• _Problem to solve_
Exclude all images and print the entries below exactly.

----

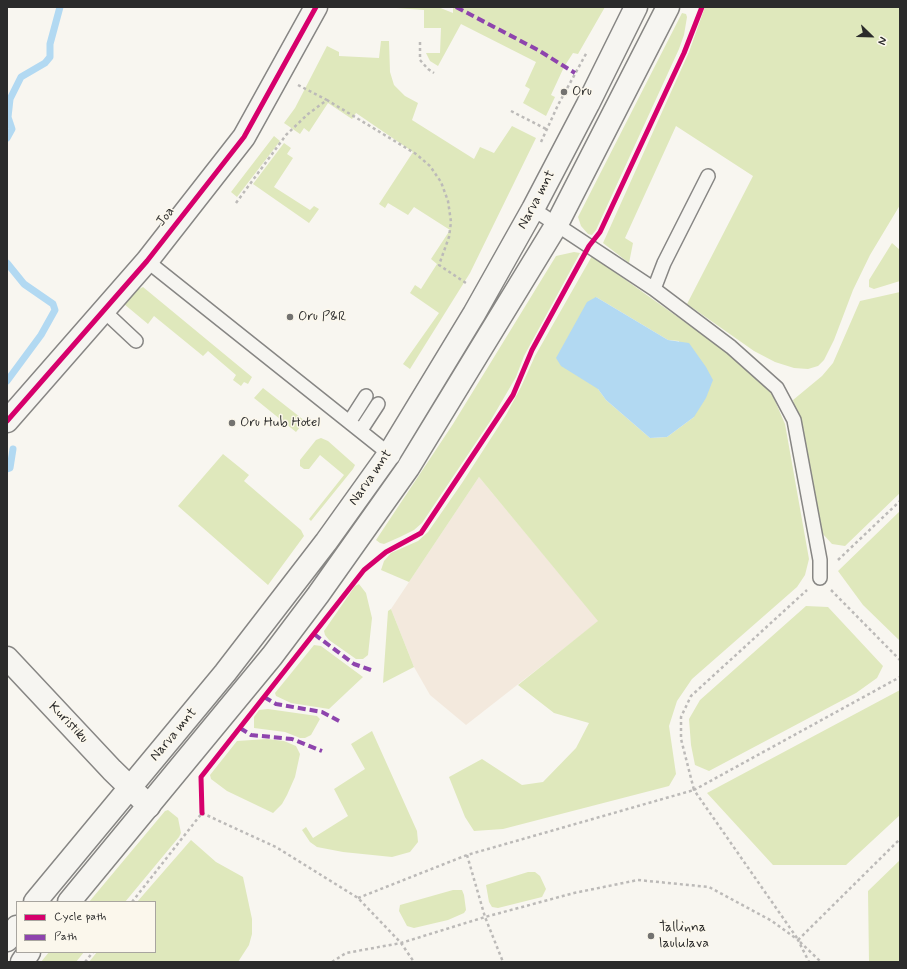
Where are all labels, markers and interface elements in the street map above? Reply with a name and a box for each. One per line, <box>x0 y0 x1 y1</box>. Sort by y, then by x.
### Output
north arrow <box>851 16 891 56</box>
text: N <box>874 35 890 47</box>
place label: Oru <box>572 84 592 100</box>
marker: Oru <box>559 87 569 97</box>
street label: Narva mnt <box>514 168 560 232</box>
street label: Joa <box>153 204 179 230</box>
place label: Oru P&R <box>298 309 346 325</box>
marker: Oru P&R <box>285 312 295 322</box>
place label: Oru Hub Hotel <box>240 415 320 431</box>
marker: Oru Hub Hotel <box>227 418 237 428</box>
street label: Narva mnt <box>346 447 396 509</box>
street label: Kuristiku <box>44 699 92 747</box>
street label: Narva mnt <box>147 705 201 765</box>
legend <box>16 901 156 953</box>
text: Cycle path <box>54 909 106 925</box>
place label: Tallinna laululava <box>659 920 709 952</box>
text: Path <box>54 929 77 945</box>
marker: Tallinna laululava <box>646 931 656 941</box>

----

• _Task answer_
Where are all labels, markers and interface elements in the street map above? Reply with a name and a box for each. One per line, <box>x0 y0 x1 y1</box>. Sort by y, then by x.
### Output
north arrow <box>851 16 891 56</box>
text: N <box>874 35 890 47</box>
place label: Oru <box>572 84 592 100</box>
marker: Oru <box>559 87 569 97</box>
street label: Narva mnt <box>514 168 560 232</box>
street label: Joa <box>153 204 179 230</box>
place label: Oru P&R <box>298 309 346 325</box>
marker: Oru P&R <box>285 312 295 322</box>
place label: Oru Hub Hotel <box>240 415 320 431</box>
marker: Oru Hub Hotel <box>227 418 237 428</box>
street label: Narva mnt <box>346 447 396 509</box>
street label: Kuristiku <box>44 699 92 747</box>
street label: Narva mnt <box>147 705 201 765</box>
legend <box>16 901 156 953</box>
text: Cycle path <box>54 909 106 925</box>
place label: Tallinna laululava <box>659 920 709 952</box>
text: Path <box>54 929 77 945</box>
marker: Tallinna laululava <box>646 931 656 941</box>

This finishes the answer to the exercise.